Two debut graphic novels offer fresh, provocative perspective on life as a young Israeli woman

by
Dana Kessler
September 13, 2022
Aya Talshir
From ‘Deux Ans’Aya Talshir
Aya Talshir
From ‘Deux Ans’Aya Talshir

Israel isn’t known for its graphic novels. Even though Anne Frank’s Diary: The Graphic Adaptation, by Ari Folman and David Polonsky of Waltz with Bashir fame, received a lot of attention a few years ago, the genre still isn’t particularly popular within the country. But the category is growing, and in fact two of the most interesting debut novels by young Israeli women are graphic novels. The irony is that so far both of them have been only published in France, in French translation.

Les filles sages vont en enfer (published by the French publishing house Delcourt), by Tohar Sherman-Friedman, who grew up in a religious Israeli settlement in the West Bank, literally means Good Girls Go to Hell. It tells the author’s story of “yetziah beshe’ela"—coming from an observant home and choosing a secular way of life. Delcourt is also going to publish a sequel, which Tohar is hoping to turn into a trilogy. The first book is about her childhood and teenage years, the second is about becoming a woman. “I want the third one to be about kids and family, but it’s a work in progress as I’m working on my life at the same time,” she chuckled when we met in a café in Tel Aviv, where she now lives with her husband, Daniel.

The other new Israeli graphic novel making waves in France is Deux Ans (published by Cambourakis) by Aya Talshir. The title means “Two Years,” and the book tells the story of the two years the author spent in mandatory military service.

Both books are beautiful, funny, and moving, illustrating in a fresh way the hardships of growing up in Israel and gradually discovering the complex moral issues within life in the country. Despite both novels being written by up-and-coming Israeli talent, and dealing with the Israeli experience, it was only after their publication in France that they finally received interest from the Israeli publishing world. So far, Tohar’s novel has been picked up by one of the country’s largest book publishers, Kinneret Zmora-Bitan Dvir (who also signed her to publish another graphic novel for young adults), and the Hebrew version is slated to appear in 2023.
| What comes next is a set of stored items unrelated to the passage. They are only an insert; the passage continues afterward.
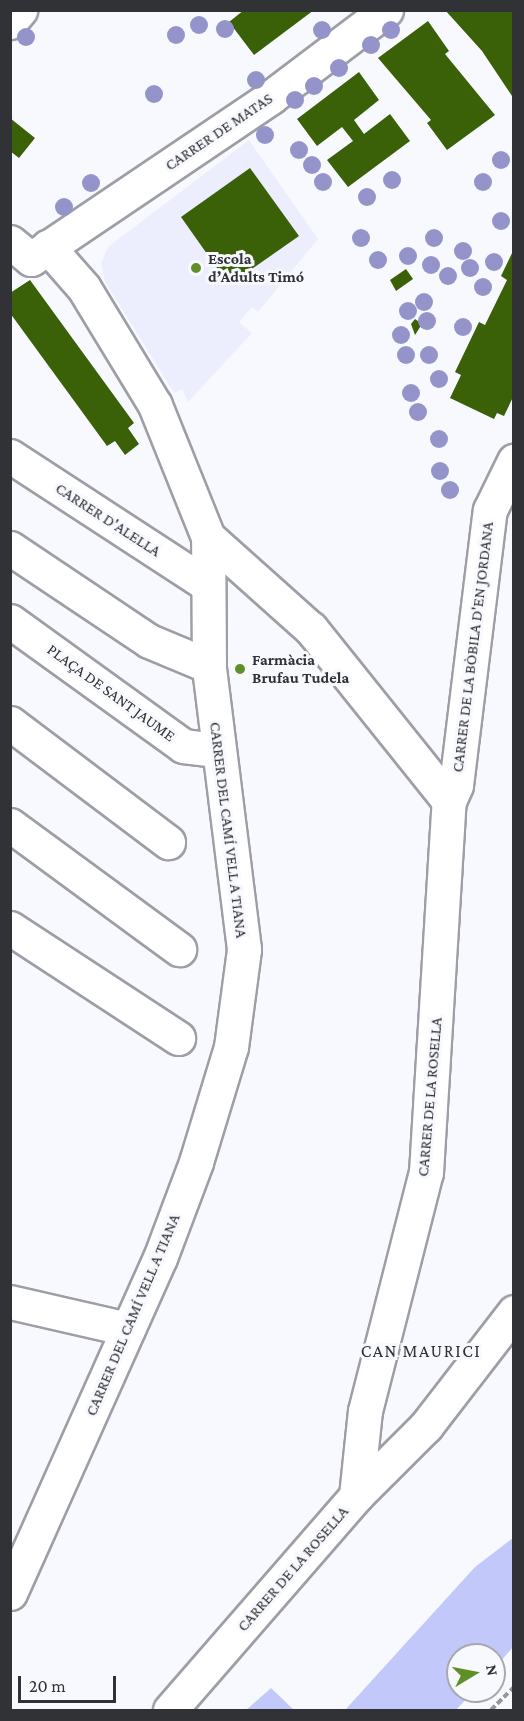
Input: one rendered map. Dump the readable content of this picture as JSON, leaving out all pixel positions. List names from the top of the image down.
{
  "streets": {
    "street": [
      "CARRER DE MATAS",
      "CARRER D'ALELLA",
      "CARRER DE LA BÒBILA D'EN JORDANA",
      "PLAÇA DE SANT JAUME",
      "CARRER DEL CAMÍ VELL A TIANA",
      "CARRER DE LA ROSELLA"
    ]
  },
  "crossings": [
    ["CARRER DE MATAS", "CARRER DEL CAMÍ VELL A TIANA"],
    ["CARRER D'ALELLA", "CARRER DEL CAMÍ VELL A TIANA"],
    ["CARRER DE LA BÒBILA D'EN JORDANA", "CARRER DE LA ROSELLA"],
    ["PLAÇA DE SANT JAUME", "CARRER DEL CAMÍ VELL A TIANA"]
  ],
  "districts": ["CAN MAURICI"],
  "places": ["Escola d’Adults Timó", "Farmàcia Brufau Tudela"],
  "scale_bar": "20 m",
  "north": "right"
}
Tohar Sherman-Friedman is a 26-year-old Israeli comics writer, illustrator, and tattoo artist, an occupation strictly forbidden by the Torah. She is originally from a settlement in the West Bank called Kedumim, founded in the 1970s by members of the Gush Emunim movement, which was the first Jewish settlement to be built in the Shomron (Samaria) after the Six-Day War.

Tohar Sherman-Friedman, author of the graphic novel ‘Good Girls Go to Hell’
Tohar Sherman-Friedman, author of the graphic novel ‘Good Girls Go to Hell’Eden Sofer

Growing up, Tohar was exposed mainly to religious comic books, such as Shay Charka’s “Baba”—the most popular comics character in the Dati Leumi (“National Religious”) community, who is an anti-hero living during the Second Temple Period—and “Dvir,” a comic strip about a young religious boy, written by Effi Ungar Dasberg, who was killed alongside her husband at the age of 24 in a shooting attack by Palestinians. Coming from a Dati Leumi background, and not a Haredi one, Tohar did have a computer at home and was also exposed a bit to secular comic books for kids.

But her first real entry into the world of graphic novels for adults came when she was already secular, while studying at Shenkar College of Engineering, Design, and Art, where she’d enrolled directly after finishing her national service. She only began drawing comics at the end of her studies, devoting most of her time at Shenkar to illustration. She fell in love with comics while studying with renowned Israeli illustrator and comic book artist Asaf Hanuka. The moment she started drawing comics, it just clicked as a way to express her complex upbringing.

The cover of Good Girls Go to Hell, on which we see a teenage Tohar sporting hiking sandals with socks, holding up a cigarette, and exposing her Band-Aided knees, says it all. This is “Ghost World” in a West Bank settlement. The book is a memoir of the first part of her life, where she struggles to find her identity in a world where she doesn’t feel she belongs.

Tohar’s first name means “purity” in Hebrew. When she was little, her mom used to take a felt-tip pen and modify the clothes the princesses wore in her daughter’s picture books. In her mom’s hands, Disney princesses suddenly wore long sleeves and modest necklines. Tohar smiles at the memory and shows me that today she has a tattoo of a naked woman on her leg. “My brother-in-law once asked me to cover it with a Band-Aid so that his children don’t see it,” she told me with a chuckle, “but my nephews and nieces love my tattoos. They like to color them with markers, and the little ones ask me if I draw them every morning.” As mainstream as tattoos are in the secular world, a naked lady tattoo is not something you see in Kedumim.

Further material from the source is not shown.